#### Work to complete:
For the string "leaving", count the lines in the records below that contain it. Answer with that number alone.

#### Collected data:
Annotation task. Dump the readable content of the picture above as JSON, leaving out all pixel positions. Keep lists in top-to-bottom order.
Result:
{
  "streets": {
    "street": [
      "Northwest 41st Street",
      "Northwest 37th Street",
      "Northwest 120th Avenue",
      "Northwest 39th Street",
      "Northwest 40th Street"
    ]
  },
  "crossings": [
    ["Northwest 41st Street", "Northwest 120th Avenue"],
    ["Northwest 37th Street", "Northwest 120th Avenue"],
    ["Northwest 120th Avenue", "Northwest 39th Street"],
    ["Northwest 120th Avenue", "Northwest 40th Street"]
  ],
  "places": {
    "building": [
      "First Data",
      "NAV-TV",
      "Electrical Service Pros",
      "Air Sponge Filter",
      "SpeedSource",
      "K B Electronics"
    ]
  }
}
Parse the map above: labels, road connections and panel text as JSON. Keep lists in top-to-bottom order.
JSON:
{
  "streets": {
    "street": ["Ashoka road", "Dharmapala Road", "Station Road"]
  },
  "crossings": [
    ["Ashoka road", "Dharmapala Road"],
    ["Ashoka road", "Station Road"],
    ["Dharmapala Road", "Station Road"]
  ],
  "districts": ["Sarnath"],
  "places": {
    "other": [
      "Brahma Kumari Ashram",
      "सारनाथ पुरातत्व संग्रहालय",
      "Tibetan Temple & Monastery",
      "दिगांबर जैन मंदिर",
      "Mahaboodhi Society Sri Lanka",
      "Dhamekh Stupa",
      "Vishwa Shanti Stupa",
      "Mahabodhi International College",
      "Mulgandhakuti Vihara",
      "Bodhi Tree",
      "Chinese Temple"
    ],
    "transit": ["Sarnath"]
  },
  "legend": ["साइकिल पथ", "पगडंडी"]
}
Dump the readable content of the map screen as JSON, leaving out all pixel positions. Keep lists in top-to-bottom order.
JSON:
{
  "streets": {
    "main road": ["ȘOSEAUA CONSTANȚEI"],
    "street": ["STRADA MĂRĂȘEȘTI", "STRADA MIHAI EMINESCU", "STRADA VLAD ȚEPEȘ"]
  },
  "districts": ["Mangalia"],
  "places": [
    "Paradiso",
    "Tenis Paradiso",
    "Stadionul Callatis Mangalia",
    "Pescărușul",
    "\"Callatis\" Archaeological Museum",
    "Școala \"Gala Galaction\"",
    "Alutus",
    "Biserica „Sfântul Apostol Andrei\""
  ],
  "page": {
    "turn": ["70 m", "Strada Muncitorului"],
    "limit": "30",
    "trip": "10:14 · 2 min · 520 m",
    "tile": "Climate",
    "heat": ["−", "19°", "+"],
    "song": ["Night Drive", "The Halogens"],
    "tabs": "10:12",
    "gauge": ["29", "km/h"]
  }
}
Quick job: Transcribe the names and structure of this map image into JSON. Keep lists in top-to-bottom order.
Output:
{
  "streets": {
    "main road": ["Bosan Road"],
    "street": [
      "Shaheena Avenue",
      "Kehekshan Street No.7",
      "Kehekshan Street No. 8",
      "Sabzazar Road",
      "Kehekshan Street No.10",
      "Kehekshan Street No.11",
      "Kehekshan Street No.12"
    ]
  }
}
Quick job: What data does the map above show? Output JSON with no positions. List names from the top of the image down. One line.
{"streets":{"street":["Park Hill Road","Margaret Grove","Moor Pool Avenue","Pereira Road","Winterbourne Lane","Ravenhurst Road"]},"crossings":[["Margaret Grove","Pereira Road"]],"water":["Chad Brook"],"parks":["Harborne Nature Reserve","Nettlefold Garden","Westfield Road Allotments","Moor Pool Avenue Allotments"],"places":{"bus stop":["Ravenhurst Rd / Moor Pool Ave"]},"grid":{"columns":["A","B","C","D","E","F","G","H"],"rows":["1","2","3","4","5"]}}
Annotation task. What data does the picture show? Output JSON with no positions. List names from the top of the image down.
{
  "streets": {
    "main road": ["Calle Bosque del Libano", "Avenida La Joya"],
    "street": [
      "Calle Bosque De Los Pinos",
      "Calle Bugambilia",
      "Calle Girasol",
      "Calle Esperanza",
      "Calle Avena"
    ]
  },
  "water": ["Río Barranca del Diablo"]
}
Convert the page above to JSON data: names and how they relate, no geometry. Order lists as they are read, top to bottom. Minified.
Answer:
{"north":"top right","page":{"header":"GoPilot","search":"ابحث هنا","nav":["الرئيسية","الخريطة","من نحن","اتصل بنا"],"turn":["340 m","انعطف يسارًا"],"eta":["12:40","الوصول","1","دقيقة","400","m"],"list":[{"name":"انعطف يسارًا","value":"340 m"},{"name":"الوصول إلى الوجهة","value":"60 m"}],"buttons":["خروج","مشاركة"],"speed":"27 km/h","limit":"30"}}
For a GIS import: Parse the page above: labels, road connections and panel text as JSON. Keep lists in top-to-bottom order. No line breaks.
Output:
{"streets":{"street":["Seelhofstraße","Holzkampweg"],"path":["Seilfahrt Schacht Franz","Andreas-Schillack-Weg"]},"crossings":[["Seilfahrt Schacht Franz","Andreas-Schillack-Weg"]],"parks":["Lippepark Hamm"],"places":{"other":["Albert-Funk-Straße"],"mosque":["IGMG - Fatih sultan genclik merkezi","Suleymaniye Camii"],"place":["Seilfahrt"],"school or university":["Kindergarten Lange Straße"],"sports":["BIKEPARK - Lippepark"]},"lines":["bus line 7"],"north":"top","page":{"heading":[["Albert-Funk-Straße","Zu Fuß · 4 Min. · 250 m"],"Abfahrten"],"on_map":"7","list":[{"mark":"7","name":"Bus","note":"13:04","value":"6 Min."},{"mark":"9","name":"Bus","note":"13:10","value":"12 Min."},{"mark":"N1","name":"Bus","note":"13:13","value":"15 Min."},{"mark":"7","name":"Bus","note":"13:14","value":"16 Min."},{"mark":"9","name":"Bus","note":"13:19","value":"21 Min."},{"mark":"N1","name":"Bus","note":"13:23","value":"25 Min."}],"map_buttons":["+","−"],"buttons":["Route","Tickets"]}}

#### Answer to this problem:
2